“I’ll be fine.
For the first time tonight, her smile met her eyes.
And for the first time in four days, I felt like I could finally fucking breathe.
The door chimed behind us.
Michelle’s eyes flicked over my shoulder, narrowing. “Oh, here’s the traitor now.”
Brigham strolled in like he didn’t have a care in the world, grinning as Michelle scowled at him. But instead of ripping into him, she stepped forward and pulled him into a hug.
Something sour twisted in my gut.
I wasn’t jealous. But it didn’t feel good watching her go to him when she hadn’t come to me. I had made it easy, though. I had walked away, believed her lie without a second thought.
I had left her alone in this.
And if I could convince her to give us another chance, I was going to prove to her every single day that she would never be alone again.
Michelle pulled back, and Brigham muttered something to her, making her laugh. That laugh—the one I had missed so damn much—made me clench my jaw.
“I ought to kill you,” I muttered.
Brigham smirked, unbothered as he dropped into the booth beside Logan. “Figured as much. But it was worth the risk.” He stretched out like this was just another night, like we weren’t about to stare down the people who had spent the last week tormenting Michelle.
“Glad to see you have a posse now, Michelle,” he added, grinning at her.
She let out a slow breath, finally looking around the table.
Her people.
“I don’t have a posse,” Michelle muttered, rolling her eyes, but her cheeks flushed pink at the edges.
Brigham smirked, but his expression shifted as she suddenly tensed, her gaze locked on something in the distance.
“Shit.”
Her eyes narrowed, shoulders rolling back, posture shifting into something razor-sharp and unshakable. I followed her line of sight and immediately went rigid.
They were here.
A slow, controlled breath left me as adrenaline kicked in, lighting up every nerve in my body. My hands curled into fists at my sides, my body already tense and ready.
“What do you need?” I asked, my voice low.
“Just…stay here.”
Her voice didn’t waver, but her fingers tightened around the USB as Brigham handed it over.
“You aren’t doing this alone. Get used to it and stop wasting time,” Brigham muttered, but I was already standing, already moving to follow Michelle as she walked outside.

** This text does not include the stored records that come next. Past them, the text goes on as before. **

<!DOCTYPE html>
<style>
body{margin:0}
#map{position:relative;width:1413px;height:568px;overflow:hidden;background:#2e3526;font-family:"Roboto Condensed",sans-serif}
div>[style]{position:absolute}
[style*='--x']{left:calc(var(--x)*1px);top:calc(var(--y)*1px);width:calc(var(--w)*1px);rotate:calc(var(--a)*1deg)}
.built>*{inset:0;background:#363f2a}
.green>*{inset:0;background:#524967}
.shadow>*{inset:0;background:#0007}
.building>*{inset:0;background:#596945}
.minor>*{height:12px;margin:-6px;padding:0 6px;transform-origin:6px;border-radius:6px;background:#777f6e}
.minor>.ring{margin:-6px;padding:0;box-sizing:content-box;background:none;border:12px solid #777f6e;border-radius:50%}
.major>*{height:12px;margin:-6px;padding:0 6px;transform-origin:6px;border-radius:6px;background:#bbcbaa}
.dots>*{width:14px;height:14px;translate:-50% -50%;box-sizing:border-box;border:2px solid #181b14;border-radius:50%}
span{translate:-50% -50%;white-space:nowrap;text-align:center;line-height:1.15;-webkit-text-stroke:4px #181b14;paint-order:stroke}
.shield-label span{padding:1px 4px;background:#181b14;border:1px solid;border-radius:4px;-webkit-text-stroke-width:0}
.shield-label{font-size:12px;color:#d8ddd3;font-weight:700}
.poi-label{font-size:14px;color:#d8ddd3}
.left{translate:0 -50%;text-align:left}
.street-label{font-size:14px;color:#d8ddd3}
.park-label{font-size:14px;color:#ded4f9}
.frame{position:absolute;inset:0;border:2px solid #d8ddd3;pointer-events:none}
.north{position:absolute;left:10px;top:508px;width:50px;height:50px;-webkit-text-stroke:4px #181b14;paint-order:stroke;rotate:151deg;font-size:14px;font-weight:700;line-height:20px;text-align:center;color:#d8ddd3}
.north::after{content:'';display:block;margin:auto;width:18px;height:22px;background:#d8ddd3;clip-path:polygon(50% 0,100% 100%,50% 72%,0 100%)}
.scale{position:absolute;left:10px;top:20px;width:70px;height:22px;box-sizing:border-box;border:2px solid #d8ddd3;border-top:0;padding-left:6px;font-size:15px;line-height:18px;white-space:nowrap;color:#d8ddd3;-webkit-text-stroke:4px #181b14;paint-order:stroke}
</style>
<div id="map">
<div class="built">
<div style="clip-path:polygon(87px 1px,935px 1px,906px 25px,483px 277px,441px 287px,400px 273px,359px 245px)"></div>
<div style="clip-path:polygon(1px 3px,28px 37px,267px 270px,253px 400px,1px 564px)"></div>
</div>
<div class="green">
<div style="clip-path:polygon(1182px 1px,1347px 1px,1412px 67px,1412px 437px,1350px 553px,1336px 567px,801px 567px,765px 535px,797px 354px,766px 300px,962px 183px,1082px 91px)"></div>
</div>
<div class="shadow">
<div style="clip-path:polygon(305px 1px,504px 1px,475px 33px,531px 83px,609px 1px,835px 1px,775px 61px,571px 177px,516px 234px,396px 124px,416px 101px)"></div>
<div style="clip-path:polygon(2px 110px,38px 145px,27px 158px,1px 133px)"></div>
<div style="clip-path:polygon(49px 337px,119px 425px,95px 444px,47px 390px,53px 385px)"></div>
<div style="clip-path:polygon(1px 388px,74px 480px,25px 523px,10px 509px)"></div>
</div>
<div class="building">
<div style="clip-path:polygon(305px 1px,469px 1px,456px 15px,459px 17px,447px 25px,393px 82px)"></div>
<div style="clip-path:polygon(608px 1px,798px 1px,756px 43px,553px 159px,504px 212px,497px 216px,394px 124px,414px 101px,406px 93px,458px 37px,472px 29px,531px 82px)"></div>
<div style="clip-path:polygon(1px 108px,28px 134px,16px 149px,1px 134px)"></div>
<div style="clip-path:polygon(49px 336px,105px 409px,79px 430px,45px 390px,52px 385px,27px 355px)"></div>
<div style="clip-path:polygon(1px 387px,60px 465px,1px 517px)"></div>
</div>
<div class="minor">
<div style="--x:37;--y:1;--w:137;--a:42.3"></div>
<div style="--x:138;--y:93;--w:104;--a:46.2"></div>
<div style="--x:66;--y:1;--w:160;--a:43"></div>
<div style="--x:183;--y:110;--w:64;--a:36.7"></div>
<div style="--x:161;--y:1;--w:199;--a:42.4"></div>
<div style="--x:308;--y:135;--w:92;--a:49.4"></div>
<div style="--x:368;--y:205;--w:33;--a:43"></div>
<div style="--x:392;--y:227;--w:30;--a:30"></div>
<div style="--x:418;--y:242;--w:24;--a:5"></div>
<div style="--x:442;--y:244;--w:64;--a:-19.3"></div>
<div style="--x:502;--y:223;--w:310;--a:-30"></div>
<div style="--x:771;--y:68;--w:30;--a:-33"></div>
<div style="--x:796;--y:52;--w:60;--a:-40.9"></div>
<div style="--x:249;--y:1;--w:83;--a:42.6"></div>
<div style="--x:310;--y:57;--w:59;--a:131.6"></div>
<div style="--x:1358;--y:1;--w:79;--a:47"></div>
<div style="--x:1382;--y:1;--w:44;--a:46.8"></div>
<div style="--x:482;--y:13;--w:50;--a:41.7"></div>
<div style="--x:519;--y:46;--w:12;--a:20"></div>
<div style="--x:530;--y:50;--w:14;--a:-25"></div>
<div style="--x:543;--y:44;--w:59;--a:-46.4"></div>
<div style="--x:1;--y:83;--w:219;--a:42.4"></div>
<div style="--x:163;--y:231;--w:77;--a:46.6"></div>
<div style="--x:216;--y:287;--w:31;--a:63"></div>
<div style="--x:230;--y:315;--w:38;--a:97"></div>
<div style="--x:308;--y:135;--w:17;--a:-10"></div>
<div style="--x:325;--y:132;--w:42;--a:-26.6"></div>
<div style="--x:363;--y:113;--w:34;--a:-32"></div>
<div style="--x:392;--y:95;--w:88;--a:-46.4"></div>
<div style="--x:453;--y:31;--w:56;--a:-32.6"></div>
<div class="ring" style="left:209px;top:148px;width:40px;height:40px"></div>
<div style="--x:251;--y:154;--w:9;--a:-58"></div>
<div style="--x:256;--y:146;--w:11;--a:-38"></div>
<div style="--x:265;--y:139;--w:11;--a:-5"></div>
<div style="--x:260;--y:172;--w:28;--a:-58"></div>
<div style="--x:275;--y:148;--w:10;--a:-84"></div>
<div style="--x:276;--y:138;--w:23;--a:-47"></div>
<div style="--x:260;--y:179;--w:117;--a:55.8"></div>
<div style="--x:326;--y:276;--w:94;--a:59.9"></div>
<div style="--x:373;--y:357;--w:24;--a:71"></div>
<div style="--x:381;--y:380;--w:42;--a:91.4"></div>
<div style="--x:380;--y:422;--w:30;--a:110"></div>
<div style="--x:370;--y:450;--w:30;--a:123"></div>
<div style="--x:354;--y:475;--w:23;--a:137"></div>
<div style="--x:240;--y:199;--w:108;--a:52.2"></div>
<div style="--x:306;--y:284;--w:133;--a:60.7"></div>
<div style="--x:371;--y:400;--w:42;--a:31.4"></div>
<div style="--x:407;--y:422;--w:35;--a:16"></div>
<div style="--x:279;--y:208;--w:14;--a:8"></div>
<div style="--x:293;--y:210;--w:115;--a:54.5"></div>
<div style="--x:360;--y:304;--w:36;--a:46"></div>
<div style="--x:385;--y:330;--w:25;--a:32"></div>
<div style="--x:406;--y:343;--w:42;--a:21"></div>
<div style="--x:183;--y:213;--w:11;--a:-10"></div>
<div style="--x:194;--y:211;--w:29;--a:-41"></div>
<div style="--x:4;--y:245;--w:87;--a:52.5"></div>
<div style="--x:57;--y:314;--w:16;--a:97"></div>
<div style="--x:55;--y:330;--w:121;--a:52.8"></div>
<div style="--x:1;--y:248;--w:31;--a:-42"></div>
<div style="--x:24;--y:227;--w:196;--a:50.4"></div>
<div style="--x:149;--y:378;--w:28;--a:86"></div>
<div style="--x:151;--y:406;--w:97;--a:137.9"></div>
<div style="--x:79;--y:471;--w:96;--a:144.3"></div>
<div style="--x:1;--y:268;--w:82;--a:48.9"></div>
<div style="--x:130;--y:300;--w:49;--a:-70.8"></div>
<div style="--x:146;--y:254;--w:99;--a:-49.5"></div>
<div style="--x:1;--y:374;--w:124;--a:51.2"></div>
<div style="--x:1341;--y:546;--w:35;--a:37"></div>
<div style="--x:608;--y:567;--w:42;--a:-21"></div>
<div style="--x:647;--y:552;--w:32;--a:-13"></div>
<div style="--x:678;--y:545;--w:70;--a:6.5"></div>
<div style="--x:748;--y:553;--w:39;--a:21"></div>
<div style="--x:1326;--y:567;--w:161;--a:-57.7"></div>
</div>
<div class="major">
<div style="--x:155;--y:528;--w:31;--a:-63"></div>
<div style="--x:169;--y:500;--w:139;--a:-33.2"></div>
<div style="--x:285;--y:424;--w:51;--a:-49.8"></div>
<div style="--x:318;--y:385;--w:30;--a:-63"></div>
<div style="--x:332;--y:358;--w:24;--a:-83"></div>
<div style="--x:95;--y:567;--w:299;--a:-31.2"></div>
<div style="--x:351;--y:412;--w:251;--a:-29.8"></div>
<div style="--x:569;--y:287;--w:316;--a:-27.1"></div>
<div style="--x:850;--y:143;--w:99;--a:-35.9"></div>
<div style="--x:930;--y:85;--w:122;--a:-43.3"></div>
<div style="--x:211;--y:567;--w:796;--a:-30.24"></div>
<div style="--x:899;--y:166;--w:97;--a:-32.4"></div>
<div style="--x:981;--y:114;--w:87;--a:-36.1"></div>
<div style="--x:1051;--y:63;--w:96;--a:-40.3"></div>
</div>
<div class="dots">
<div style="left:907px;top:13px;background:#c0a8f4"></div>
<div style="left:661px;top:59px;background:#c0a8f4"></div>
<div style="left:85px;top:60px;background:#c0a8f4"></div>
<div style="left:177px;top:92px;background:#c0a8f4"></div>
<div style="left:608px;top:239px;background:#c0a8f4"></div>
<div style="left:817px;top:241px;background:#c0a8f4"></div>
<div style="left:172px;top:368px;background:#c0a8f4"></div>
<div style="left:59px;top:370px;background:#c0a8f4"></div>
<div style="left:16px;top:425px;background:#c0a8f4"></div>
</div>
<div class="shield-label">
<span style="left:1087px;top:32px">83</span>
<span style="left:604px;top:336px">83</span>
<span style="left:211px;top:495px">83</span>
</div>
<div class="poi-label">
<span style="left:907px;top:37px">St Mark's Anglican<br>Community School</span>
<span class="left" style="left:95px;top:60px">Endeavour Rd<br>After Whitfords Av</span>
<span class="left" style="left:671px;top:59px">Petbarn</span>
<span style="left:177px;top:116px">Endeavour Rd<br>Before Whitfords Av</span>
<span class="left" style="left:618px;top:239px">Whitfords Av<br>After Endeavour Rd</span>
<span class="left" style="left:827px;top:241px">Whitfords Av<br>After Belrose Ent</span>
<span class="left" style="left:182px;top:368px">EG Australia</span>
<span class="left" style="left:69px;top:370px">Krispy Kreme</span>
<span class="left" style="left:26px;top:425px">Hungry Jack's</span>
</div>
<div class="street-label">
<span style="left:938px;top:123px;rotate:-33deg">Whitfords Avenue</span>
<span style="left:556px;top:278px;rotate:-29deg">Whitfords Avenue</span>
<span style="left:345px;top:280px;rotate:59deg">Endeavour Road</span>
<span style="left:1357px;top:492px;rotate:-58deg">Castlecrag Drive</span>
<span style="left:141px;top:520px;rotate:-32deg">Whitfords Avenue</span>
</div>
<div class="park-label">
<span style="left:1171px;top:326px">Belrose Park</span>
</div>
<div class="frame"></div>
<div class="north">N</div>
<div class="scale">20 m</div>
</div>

We followed her to the back of the lot, where the dim, flickering streetlights barely lit the cracked pavement. The air was thick with the scent of rain, heavy, but it hadn’t started falling yet. It smelled like the city, like garbage and damp asphalt, like something rotten lurking beneath the surface.
And then there they were.
Leaning against a broken light pole, looking every bit like the scum they were.
I recognized the older man instantly. The one who had been outside my mom’s nursing home, watching me, taking pictures. His face was weathered, sunken eyes filled with something cold and calculating. But it was the tall, wiry guy beside him that set me on edge. He was too twitchy, too restless, his body practically vibrating.